In March 2007, having returned from a trip in which he was able to have a tête-à-tête with Gadhafi, Giddens wrote the obligatory article for the Guardian, often wrongly described as a "center" newspaper. It reads like a Graham Greene travel sketch about a nasty country which the great writer has decided to say nice things about for reasons only known to himself. "As one-party states go" – Giddens wrote, reassuringly – "Libya is not especially repressive… Gadhafi seems genuinely popular." He is impressed to find that Gadhafi "accepts the need to reform banking, diversify the economy, train entrepreneurs, and dismantle inefficient state-owned enterprises. Impressive progress has been made towards these objectives in the past three years."
This is not the first time a Director of the LSE has made a king-size boob over celebrating a nasty regime. During the 1930s, the director was Sidney Webb, who along with his partner Beatrice had been the School’s co-founder in 1906. In 1934, after returning from an extensive research trip to Russia, they wrote up their findings in Soviet Communism: A new civilization?, 1,174 pages of arguably the most turgid piece of mistaken prose in the English language.

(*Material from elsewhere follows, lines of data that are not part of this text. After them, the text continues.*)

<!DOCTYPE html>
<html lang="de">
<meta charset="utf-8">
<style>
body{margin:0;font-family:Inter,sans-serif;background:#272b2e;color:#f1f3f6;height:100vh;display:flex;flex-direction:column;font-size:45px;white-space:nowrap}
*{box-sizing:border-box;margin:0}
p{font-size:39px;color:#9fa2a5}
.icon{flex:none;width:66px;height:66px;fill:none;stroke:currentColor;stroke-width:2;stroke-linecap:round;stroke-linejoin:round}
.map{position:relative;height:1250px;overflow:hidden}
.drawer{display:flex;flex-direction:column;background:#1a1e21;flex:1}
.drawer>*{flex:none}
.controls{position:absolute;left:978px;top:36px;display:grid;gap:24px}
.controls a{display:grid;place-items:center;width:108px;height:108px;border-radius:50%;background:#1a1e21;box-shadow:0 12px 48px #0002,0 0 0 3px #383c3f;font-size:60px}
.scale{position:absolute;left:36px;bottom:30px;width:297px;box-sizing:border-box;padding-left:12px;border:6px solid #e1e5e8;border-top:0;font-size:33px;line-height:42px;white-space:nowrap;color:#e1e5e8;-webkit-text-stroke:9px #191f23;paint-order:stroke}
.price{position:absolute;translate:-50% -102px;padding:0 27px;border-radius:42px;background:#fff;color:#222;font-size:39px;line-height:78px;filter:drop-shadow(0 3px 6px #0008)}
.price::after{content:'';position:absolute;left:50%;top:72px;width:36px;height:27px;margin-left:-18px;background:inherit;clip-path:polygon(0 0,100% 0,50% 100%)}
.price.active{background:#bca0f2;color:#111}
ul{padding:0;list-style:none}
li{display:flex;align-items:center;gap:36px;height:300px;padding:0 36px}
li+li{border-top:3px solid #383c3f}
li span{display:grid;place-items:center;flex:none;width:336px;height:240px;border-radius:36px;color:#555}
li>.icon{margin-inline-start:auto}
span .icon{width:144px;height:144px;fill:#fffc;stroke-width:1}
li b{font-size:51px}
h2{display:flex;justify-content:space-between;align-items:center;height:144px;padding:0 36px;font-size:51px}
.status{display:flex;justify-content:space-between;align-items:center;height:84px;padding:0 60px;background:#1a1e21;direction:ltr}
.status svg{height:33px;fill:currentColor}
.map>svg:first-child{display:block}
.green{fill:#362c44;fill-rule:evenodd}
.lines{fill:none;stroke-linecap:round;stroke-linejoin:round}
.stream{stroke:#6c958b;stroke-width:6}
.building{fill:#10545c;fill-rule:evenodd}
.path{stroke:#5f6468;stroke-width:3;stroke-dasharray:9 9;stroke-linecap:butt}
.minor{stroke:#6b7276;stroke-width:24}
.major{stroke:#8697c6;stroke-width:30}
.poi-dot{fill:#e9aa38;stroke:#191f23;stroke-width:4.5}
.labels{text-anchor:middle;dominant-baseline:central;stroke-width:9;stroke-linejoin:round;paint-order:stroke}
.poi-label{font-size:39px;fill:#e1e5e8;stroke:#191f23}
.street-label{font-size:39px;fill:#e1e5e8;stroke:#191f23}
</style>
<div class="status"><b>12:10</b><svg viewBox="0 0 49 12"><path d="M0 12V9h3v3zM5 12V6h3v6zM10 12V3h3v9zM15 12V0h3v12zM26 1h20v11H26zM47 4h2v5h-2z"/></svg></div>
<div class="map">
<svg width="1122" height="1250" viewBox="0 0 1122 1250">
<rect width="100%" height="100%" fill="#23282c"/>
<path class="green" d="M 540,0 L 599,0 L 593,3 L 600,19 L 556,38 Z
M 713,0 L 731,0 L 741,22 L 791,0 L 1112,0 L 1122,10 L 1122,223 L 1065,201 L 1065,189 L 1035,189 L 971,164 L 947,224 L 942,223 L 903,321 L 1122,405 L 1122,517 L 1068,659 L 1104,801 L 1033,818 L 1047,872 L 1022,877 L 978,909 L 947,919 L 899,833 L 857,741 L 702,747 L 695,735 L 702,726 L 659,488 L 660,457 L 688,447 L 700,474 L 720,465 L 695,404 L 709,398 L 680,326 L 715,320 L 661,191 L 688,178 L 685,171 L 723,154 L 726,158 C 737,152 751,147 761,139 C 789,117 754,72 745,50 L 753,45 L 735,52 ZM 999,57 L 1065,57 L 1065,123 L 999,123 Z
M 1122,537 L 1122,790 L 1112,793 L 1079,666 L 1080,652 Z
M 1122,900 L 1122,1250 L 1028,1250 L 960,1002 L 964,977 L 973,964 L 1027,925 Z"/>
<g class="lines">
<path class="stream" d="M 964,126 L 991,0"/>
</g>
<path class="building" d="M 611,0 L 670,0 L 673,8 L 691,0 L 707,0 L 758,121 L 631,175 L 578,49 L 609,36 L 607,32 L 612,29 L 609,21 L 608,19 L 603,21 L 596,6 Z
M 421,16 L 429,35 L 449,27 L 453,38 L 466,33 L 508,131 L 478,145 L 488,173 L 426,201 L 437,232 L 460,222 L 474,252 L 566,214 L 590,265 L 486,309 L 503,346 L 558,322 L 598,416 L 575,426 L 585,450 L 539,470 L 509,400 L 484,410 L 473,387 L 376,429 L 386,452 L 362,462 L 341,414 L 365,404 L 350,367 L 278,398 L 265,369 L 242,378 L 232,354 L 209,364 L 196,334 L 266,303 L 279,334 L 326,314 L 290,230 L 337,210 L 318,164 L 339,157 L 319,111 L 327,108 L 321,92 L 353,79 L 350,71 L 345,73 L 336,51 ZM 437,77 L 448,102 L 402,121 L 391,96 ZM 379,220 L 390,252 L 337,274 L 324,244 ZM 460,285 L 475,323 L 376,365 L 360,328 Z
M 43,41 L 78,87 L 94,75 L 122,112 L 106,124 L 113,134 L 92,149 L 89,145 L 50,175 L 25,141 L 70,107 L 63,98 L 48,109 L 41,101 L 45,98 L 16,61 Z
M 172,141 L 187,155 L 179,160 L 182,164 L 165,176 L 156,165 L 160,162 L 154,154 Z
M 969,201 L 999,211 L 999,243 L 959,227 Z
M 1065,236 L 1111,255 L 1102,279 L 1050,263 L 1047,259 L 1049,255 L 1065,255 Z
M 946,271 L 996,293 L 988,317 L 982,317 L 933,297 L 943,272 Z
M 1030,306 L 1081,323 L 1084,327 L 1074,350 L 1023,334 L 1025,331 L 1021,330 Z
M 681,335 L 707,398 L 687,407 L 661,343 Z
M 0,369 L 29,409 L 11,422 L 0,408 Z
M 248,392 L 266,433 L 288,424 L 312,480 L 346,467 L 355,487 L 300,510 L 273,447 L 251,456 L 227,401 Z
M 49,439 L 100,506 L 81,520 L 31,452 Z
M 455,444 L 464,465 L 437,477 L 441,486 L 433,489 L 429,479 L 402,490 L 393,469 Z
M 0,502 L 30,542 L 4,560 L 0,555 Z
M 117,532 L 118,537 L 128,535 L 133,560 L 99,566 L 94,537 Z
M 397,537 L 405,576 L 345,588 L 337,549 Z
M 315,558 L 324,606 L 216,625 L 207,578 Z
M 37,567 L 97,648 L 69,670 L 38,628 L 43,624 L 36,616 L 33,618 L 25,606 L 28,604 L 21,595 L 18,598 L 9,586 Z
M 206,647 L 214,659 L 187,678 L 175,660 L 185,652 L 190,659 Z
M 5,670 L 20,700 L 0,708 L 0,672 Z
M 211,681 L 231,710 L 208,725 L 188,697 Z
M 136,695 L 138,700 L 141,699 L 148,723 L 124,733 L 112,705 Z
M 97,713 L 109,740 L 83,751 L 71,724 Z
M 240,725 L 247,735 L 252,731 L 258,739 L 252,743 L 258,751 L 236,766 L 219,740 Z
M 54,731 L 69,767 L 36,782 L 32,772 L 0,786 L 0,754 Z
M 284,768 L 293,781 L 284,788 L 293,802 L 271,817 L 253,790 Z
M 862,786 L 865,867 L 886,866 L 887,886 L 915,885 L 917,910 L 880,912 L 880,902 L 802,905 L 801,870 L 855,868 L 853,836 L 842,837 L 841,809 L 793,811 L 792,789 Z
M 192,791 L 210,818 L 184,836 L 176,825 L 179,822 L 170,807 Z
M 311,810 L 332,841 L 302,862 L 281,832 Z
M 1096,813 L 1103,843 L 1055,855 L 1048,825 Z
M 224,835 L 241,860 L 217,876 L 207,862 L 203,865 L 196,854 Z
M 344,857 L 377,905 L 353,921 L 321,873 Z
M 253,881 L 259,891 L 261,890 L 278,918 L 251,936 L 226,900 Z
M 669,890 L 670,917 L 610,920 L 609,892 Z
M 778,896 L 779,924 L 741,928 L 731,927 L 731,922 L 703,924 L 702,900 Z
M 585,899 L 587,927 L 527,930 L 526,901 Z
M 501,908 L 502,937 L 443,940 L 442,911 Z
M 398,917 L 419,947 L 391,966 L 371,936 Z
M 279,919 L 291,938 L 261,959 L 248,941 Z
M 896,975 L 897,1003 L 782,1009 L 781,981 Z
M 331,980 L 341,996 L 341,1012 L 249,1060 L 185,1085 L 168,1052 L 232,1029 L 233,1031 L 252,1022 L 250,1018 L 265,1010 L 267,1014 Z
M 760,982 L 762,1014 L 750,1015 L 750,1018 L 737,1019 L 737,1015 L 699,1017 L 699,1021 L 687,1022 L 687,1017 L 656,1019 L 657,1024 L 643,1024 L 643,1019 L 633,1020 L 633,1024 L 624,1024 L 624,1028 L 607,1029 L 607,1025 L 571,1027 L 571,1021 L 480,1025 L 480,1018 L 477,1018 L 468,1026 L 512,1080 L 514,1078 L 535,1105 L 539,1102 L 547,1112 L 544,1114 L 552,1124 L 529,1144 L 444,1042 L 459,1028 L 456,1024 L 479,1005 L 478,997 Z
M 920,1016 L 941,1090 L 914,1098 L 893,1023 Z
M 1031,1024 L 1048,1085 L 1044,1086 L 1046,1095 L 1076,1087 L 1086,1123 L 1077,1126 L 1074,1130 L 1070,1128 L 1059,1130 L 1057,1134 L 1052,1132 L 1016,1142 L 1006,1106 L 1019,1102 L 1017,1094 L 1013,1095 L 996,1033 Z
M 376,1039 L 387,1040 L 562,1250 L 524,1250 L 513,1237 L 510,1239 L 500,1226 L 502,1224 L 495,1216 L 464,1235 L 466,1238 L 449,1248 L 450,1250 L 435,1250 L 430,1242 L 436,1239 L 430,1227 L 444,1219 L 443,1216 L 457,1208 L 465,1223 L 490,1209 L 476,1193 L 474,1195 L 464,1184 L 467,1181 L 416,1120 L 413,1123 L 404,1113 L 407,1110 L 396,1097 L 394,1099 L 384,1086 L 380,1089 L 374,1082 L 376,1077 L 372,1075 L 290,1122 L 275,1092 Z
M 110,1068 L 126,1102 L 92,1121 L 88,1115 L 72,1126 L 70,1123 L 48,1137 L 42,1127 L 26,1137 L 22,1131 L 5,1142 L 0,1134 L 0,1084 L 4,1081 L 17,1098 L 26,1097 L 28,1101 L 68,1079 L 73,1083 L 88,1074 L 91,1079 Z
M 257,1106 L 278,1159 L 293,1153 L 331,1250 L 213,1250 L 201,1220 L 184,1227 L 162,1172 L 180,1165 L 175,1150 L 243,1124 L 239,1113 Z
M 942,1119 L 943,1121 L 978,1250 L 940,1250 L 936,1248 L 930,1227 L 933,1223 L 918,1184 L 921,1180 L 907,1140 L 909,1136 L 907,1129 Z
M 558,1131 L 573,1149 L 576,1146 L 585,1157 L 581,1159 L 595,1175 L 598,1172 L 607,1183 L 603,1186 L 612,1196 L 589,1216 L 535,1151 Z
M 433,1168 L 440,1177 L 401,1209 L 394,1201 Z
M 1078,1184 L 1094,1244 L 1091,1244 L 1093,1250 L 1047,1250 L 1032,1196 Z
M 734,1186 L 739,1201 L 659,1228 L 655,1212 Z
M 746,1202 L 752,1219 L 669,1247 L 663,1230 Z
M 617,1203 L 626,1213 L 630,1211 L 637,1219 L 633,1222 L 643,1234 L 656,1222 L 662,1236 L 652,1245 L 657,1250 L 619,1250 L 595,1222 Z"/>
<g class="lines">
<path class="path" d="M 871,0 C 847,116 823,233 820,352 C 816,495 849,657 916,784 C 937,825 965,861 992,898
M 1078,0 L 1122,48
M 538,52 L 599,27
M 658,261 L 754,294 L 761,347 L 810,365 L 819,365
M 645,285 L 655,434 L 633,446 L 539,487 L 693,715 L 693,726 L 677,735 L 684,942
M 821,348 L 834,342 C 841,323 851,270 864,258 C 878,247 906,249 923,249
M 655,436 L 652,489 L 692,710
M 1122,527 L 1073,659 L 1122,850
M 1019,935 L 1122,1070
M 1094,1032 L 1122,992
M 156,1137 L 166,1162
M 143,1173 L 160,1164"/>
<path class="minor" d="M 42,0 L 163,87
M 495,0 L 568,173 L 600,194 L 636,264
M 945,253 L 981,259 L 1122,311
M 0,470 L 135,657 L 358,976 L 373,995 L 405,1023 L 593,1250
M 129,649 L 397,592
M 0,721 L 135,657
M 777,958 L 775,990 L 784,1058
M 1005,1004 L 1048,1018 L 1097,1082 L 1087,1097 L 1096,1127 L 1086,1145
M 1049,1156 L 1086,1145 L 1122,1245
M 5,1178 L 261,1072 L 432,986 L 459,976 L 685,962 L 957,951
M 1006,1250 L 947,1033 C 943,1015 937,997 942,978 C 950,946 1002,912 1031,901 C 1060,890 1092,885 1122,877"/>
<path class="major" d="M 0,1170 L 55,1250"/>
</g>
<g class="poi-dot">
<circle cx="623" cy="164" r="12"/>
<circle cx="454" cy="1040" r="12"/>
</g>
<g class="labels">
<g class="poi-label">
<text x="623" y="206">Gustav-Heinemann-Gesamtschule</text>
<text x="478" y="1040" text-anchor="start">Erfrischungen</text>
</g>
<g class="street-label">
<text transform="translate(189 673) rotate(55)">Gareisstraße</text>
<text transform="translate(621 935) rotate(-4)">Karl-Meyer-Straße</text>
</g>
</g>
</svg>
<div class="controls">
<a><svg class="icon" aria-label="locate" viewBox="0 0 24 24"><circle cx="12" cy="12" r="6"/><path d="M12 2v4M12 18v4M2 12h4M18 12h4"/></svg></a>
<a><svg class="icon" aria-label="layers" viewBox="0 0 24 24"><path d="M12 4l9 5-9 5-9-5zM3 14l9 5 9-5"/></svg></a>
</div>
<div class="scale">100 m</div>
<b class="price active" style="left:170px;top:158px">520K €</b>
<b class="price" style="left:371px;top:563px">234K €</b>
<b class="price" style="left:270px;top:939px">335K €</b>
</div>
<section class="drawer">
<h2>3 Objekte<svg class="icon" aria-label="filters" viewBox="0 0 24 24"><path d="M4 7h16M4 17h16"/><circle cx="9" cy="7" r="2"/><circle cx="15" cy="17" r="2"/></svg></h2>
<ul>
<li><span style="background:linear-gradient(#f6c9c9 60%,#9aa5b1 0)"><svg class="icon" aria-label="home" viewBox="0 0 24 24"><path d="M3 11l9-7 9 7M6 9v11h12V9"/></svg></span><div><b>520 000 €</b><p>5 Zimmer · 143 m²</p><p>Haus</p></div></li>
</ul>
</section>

The difference between the Webbs and Giddens is that the former were confused ideological fools desperately seeking a new social model, whereas the latter was motivated only by the purest of motives: cash.
The more one digs, the worse the smell gets. A small storm is brewing in Britain – with serious repercussions in the US — over the exact circumstances in which Ali Mohmet al-Megrahi, the man convicted for the Lockerbie bombing, was released on health grounds from a Scottish jail. The suspicion is that a dirty little deal was done in the interests of oil. Many of the same people are involved, and it all kicked off in 2007.
BP, which in May 2007 signed a £900 million offshore drilling contract with Libya, denies that it pressed for a deal, but now admits that "it is a matter of public record that in late 2007 BP told the UK Government that we were concerned about the slow progress that was being made in concluding a prisoner transfer agreement with Libya."
This one will run and run. More to follow.